In this study, the distinction between colonisation and infection was well respected. For cases of urethral obstruction, in particular, it was definitely urinary infections and not colonisation, as only animals that had not been catheterised for more than 48 h and presenting pyuria, and a bacteriuria ≥103 CFU/ml sampled by cystocentesis were included. 4
The limitations of this study result from its retrospective nature, which could, theoretically, adversely affect the exhaustiveness of the information collected. However, the telephone survey was undertaken studiously by one of the authors, and only cases with reliable and complete information were included. Information regarding the dose, duration of treatment and compliance were not exhaustive enough to be included. The size of the MDR group (n = 10) also limits the conclusions that can be drawn from this study. With more cases, hospitalisation may have been identified as a risk factor for the occurrence of MDR E coli urinary infection.
Conclusions
We demonstrated that antibiotic therapy in the past 3 months is a risk factor for MDR E coli urinary infection.

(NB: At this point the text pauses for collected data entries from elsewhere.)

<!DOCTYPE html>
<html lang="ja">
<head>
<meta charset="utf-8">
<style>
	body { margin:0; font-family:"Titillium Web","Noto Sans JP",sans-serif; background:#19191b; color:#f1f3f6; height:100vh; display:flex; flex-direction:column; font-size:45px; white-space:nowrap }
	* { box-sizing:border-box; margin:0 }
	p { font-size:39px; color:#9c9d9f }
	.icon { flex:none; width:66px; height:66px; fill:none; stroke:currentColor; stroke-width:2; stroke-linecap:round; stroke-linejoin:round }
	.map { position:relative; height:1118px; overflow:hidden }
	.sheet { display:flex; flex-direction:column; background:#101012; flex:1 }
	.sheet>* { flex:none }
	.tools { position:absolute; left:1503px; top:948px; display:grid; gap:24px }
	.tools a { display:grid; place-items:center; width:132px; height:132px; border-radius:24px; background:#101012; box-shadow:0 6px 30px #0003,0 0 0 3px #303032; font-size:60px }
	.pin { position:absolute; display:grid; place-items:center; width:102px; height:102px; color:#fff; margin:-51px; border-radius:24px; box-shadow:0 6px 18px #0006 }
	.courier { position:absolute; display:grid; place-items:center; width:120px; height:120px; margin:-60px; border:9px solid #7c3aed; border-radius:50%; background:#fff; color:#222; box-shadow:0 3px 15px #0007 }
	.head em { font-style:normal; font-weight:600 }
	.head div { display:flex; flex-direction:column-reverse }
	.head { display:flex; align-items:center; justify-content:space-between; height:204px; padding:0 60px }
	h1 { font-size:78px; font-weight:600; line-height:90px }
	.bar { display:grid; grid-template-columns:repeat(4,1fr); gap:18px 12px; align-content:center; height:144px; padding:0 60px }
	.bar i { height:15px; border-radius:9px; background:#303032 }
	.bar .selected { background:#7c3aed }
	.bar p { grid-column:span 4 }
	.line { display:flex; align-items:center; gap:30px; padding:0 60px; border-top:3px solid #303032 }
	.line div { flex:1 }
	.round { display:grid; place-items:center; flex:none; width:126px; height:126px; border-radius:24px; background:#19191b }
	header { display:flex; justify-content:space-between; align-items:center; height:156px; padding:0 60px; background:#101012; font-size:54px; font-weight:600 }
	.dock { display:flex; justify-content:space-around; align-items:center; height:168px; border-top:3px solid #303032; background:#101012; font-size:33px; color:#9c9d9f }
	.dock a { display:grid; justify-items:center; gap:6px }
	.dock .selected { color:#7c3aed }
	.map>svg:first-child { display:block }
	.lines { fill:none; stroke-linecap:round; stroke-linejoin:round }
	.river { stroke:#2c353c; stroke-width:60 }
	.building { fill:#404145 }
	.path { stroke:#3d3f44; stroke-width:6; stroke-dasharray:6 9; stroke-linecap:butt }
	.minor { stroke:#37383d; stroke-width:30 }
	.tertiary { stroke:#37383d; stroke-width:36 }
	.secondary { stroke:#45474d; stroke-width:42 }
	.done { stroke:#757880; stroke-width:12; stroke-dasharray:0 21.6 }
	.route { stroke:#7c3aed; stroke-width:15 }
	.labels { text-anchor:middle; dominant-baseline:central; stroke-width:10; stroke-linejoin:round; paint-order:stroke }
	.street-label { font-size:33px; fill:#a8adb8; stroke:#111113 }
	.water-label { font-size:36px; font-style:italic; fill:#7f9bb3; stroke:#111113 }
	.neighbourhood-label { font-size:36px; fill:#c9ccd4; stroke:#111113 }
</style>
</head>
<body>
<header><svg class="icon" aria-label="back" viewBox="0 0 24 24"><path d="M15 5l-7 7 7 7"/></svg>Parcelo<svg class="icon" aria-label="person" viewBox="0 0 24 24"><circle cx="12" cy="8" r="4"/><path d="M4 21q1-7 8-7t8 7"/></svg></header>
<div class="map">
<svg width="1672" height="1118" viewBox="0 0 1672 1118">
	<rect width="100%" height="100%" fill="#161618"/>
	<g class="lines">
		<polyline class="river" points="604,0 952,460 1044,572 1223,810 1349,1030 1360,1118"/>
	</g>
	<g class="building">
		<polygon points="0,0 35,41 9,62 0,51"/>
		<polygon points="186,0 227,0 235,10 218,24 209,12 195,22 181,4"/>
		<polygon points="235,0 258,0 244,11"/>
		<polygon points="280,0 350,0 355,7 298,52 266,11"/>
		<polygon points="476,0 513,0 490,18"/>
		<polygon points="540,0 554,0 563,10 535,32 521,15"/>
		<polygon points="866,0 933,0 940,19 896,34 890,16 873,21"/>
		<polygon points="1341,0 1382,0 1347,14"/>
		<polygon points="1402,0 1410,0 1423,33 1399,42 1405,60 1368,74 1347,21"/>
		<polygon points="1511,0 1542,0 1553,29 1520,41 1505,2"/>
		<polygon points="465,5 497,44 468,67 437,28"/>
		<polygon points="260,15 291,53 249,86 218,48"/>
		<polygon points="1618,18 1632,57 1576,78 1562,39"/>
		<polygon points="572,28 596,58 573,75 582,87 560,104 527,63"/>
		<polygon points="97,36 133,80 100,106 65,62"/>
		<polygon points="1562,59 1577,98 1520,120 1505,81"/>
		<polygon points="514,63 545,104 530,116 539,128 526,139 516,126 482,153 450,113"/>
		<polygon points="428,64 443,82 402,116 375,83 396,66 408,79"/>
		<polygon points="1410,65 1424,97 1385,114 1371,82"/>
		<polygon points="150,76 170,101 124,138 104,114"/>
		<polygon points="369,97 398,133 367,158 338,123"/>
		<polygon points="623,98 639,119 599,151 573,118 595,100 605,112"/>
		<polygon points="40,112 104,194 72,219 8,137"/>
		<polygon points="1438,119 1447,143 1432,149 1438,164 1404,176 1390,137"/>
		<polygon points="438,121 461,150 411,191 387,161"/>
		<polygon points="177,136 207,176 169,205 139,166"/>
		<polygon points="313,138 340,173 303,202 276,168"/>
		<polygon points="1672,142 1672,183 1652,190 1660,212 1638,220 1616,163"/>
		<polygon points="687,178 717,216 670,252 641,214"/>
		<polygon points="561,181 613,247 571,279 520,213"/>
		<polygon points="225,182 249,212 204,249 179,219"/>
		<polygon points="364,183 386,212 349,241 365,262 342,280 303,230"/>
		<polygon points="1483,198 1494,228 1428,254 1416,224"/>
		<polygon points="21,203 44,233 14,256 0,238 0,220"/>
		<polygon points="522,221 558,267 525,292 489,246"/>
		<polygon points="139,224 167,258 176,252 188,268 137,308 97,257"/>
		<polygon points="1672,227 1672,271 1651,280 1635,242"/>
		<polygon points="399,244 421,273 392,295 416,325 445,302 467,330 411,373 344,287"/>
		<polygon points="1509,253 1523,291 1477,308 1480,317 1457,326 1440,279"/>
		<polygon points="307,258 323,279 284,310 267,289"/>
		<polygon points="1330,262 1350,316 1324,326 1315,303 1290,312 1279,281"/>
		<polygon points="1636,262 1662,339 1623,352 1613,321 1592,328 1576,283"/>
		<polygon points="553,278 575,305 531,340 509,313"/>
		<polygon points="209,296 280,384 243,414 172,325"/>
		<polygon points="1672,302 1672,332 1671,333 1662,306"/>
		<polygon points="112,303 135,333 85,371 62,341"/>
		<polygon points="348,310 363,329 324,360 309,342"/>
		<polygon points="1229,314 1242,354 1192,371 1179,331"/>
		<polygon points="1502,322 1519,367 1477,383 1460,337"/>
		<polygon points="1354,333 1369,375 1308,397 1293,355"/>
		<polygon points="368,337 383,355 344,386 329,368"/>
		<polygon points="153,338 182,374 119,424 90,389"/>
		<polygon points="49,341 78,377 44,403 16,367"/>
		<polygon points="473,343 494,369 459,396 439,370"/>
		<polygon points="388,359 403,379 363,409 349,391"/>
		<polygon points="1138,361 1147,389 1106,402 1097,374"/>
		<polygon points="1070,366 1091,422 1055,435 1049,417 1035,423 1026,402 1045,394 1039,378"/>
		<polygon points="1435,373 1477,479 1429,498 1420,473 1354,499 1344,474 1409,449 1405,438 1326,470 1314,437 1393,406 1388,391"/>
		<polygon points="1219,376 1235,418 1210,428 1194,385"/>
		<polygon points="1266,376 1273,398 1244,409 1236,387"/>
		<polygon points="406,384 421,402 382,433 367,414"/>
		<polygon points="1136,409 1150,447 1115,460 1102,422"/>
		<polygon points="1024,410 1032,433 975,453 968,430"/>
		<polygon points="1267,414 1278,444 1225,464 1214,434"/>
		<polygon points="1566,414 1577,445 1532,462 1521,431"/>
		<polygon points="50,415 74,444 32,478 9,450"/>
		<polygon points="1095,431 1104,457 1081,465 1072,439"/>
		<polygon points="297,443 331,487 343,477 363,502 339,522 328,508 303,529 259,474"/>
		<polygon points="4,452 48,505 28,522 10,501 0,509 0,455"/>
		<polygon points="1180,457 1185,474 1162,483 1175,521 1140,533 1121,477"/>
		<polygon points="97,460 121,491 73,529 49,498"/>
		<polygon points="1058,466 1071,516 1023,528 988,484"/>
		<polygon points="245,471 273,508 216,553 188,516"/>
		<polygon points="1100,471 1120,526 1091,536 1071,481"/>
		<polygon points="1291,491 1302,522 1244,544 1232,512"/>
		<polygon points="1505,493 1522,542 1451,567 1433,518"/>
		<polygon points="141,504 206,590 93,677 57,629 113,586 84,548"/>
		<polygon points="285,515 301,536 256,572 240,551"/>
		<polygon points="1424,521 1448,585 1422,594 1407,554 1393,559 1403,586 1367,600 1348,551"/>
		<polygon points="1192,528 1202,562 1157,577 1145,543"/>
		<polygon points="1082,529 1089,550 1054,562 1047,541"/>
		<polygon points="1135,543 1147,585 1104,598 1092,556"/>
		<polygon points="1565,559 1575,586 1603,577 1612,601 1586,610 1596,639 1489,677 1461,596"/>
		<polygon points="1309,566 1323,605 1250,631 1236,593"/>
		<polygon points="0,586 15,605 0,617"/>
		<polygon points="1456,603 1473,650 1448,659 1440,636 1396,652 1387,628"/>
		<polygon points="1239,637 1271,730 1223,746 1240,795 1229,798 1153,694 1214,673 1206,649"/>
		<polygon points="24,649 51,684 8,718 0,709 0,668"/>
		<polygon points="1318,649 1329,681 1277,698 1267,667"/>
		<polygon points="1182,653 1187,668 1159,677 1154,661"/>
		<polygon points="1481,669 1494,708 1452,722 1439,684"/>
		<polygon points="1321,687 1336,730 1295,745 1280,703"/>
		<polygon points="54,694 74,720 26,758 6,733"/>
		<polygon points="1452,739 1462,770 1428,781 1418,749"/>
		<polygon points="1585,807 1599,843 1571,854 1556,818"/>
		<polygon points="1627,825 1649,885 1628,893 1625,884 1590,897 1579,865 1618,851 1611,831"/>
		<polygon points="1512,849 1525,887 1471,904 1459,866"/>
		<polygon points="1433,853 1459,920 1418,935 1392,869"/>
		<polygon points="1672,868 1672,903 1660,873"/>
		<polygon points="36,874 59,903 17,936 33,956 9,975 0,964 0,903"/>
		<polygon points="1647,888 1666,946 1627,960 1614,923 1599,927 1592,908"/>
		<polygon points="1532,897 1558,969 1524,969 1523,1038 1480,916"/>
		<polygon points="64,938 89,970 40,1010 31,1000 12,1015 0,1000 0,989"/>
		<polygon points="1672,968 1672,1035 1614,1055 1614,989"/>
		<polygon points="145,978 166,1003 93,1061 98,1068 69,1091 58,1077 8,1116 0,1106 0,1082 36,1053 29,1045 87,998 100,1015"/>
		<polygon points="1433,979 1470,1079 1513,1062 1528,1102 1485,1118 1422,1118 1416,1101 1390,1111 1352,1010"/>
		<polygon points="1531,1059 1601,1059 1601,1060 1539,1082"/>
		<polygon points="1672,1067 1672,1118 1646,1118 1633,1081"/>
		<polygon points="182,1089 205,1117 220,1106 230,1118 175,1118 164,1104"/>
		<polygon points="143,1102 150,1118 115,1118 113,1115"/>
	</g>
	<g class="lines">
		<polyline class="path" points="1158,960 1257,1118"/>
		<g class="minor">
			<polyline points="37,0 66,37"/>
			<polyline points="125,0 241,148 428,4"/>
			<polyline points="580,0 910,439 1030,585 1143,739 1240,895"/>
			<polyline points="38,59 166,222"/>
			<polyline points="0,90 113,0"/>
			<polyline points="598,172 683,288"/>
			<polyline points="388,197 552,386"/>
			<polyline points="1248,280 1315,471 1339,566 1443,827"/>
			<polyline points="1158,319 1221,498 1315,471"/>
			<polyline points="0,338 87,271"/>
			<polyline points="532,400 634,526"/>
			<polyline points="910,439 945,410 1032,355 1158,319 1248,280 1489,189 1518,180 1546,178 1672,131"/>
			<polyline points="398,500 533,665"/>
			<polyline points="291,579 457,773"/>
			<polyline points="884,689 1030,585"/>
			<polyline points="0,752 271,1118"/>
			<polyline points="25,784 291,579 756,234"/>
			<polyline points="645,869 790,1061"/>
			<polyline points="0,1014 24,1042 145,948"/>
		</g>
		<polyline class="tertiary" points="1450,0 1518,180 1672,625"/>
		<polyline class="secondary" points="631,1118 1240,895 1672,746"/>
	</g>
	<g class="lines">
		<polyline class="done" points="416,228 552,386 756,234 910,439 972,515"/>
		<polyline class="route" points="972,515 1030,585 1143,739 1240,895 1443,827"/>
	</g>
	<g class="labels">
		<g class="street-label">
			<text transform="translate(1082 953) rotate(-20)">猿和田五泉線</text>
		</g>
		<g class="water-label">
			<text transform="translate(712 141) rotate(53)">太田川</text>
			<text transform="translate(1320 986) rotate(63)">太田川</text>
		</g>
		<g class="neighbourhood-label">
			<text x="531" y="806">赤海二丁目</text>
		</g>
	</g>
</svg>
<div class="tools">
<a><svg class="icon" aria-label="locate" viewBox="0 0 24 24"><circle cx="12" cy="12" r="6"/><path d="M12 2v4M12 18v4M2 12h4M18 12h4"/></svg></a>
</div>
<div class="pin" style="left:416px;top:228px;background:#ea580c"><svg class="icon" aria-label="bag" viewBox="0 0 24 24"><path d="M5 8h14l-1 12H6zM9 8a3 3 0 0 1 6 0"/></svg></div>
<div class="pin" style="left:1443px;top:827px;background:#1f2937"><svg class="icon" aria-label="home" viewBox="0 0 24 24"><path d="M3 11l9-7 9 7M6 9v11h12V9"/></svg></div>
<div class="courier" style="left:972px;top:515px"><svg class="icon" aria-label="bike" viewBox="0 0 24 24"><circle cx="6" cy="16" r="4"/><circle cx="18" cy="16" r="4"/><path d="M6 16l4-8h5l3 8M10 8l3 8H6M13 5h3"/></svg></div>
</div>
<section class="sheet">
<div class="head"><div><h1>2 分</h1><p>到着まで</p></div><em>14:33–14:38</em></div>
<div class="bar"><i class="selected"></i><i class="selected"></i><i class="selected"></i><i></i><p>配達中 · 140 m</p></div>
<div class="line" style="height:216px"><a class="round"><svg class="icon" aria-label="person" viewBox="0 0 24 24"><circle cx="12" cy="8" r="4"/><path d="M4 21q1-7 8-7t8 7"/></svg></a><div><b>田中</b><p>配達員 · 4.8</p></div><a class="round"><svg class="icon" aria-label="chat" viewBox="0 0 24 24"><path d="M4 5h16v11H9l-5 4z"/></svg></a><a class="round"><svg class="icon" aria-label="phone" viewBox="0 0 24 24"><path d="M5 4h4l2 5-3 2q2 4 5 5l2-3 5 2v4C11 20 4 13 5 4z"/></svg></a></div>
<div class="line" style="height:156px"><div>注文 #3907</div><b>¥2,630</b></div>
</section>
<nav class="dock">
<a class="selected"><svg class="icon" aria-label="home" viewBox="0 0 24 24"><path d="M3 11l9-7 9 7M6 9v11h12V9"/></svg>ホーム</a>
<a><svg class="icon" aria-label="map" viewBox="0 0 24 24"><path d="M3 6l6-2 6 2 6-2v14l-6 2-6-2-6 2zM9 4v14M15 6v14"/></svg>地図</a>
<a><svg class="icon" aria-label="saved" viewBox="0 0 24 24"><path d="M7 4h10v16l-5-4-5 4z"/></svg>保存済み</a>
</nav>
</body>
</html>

This information leads us to recommend systematic urine culture and antibiotic sensitivity testing in this specific context. Moreover, the selection of MDR bacteria through the use of antibiotics should be considered as a potential risk associated with treatment. It is therefore legitimate to limit antibiotic treatment to situations in which it is absolutely essential.
Acknowledgments
We would particularly like to thank Marion Farbos for all her hard work and research.
Footnotes
Funding: This research received no specific grant from any funding agency in the public, commercial, or not-for-profit sectors.
The authors do not have any potential conflicts of interest to declare.